Typeful programming is a huge win, but it does take some getting used to. When I started on this first Scala project, I'd used Haskell for some toy projects but otherwise didn't have much experience with statically typed functional languages. There is a certain sort of brain-rewiring that occurs as you become proficient with the type system in a language like Scala—you reach a point where types become ingrained in how you think about and structure code, and the type system becomes something you work with, rather than against. Types are also an extremely concise way of communicating and documenting designs.
Another takeaway is that (no surprise), good design takes a while and is extremely hard, in particular getting the details right. Scott and I had a vague sketch of a design after a few hours of whiteboarding, but nailing down the details took much longer. There are always a lot of small design decisions beyond what you uncover whiteboarding. In general, I've become a lot less trusting of whatever initial ideas pop into my head when working on a design, and I prefer now, where possible, to give myself time to marinate on a problem. Several times I've had the experience of realizing something, months after the fact, which had I realized several months prior would have saved me a ton of work and made the code much simpler.
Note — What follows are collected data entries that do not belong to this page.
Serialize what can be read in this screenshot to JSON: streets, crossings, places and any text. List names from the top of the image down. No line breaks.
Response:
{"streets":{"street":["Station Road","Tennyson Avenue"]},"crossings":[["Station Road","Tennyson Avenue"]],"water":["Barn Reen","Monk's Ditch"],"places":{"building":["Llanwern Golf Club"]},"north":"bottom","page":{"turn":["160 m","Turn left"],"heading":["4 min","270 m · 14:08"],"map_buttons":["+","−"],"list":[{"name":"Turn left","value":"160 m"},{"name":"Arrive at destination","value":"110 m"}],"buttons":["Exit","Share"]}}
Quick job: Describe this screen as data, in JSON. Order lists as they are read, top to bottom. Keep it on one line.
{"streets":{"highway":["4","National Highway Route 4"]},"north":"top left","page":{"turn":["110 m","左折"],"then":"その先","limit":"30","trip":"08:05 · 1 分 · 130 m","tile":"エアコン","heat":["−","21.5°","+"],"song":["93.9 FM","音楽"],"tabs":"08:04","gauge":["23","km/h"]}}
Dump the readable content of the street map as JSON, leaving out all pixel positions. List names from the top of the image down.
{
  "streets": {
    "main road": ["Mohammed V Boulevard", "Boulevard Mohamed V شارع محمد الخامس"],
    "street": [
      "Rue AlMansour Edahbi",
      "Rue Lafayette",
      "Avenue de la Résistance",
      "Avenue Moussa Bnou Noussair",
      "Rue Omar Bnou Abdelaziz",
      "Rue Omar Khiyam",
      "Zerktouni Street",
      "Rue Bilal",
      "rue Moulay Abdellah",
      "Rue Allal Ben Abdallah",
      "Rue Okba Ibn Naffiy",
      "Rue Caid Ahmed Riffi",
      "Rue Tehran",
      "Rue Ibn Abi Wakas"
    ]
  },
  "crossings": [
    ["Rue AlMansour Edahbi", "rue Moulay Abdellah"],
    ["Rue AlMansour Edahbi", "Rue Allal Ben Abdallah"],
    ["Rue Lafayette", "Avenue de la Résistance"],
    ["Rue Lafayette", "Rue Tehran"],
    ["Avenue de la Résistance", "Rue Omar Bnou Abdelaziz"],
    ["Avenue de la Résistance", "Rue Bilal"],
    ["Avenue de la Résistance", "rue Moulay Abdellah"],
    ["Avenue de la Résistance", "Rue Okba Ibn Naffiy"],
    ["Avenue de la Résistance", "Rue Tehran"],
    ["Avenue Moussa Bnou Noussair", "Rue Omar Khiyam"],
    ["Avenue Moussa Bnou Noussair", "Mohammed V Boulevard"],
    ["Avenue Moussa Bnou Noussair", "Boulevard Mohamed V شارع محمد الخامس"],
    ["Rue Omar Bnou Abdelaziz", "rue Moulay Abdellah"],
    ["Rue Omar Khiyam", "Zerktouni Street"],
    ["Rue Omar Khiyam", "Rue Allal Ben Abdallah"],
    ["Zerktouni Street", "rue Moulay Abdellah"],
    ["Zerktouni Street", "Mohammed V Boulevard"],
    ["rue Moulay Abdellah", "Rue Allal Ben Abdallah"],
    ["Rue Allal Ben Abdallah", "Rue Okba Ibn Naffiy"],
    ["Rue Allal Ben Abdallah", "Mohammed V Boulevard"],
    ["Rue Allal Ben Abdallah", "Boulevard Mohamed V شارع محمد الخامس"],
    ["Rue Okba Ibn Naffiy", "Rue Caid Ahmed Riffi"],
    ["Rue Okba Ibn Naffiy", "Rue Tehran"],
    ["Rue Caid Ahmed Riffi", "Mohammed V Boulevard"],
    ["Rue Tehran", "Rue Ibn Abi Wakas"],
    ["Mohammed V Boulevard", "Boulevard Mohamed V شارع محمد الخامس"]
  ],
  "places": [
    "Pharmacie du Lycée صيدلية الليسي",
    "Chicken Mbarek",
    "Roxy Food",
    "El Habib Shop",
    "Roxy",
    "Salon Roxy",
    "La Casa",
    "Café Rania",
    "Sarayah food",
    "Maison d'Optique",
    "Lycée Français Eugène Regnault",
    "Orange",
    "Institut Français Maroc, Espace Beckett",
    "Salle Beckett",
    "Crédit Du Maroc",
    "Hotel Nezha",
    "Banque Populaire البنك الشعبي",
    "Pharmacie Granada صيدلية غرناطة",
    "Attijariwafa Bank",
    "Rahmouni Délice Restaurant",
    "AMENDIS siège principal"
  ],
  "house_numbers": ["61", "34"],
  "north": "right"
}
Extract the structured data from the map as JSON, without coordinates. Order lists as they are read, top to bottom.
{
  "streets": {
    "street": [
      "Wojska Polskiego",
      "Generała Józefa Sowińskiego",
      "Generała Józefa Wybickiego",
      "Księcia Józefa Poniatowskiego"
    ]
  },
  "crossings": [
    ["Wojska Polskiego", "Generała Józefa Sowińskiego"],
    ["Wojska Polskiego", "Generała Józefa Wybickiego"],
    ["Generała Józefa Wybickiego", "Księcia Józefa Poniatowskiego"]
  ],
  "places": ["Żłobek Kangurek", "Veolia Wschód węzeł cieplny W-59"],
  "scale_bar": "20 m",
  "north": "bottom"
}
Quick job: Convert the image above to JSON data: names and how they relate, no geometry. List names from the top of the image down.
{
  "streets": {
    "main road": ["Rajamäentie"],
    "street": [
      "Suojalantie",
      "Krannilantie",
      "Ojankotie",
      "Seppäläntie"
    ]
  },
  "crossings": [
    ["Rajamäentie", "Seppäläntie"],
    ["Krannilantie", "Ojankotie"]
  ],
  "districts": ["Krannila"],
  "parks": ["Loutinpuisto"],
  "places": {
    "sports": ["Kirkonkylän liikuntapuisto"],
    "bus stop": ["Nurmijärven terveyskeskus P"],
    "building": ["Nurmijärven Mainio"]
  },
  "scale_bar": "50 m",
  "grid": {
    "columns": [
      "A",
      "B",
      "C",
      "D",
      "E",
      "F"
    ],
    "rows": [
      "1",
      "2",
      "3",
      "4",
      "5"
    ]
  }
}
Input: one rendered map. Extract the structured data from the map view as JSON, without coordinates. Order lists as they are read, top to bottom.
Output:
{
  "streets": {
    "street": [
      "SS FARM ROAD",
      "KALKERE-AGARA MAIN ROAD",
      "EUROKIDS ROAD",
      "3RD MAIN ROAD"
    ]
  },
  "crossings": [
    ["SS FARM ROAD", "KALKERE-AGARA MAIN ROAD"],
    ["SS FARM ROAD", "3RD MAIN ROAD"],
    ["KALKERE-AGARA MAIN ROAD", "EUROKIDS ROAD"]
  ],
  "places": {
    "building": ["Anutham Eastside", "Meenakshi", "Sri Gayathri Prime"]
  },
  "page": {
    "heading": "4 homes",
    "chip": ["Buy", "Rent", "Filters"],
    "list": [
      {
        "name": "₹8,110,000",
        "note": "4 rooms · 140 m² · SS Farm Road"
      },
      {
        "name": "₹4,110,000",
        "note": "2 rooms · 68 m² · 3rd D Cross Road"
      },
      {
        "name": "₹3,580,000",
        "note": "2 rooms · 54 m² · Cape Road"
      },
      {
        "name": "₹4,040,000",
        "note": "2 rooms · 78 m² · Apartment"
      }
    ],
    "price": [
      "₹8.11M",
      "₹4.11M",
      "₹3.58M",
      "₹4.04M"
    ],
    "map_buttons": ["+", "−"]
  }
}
This is very humbling, and it's why I think doing prototyping and giving yourself time to explore the problem domain often yields greater productivity in the long run.
Finally, I'd like to scrutinize the folk wisdom that rewrites are generally a bad idea. The argument goes that old, battle-tested code has accumulated scores of bugfixes, corner-case handling, and so forth and rewrites mean throwing away all of this instantiated knowledge. Rebuilding this knowledge in the new codebase is often more time-consuming than it's worth.
The experience with rewriting the PA has led me to suspect that this argument is more applicable for code that is underspecified and difficult to test. When code is testable and well-specified, the cost of discovering bugs and handling corner cases drops substantially... to the point where they are no longer such a huge time sink. I think this myth arises because most code is not very testable—such code tends to result in bugs being discovered much later in the development process when the cost of investigating and fixing them is much higher. When considering a rewrite of some codebase that has been this costly and time-consuming to battle-harden, it's easy to assume you will have to incur the same costs when developing the new codebase. But this is only true if you keep using the same old, busted development strategies.
Rewrites aren't always good: if you are going to rewrite code using substantially the same design, using the same language and tools, just to "clean up the code", then you are just code polishing and are not really adding any value. But if you are redesigning the code with an eye for making future work much easier, then you are simply trading off some current throughput for an increase in long term productivity. And this is a completely sensible thing to do.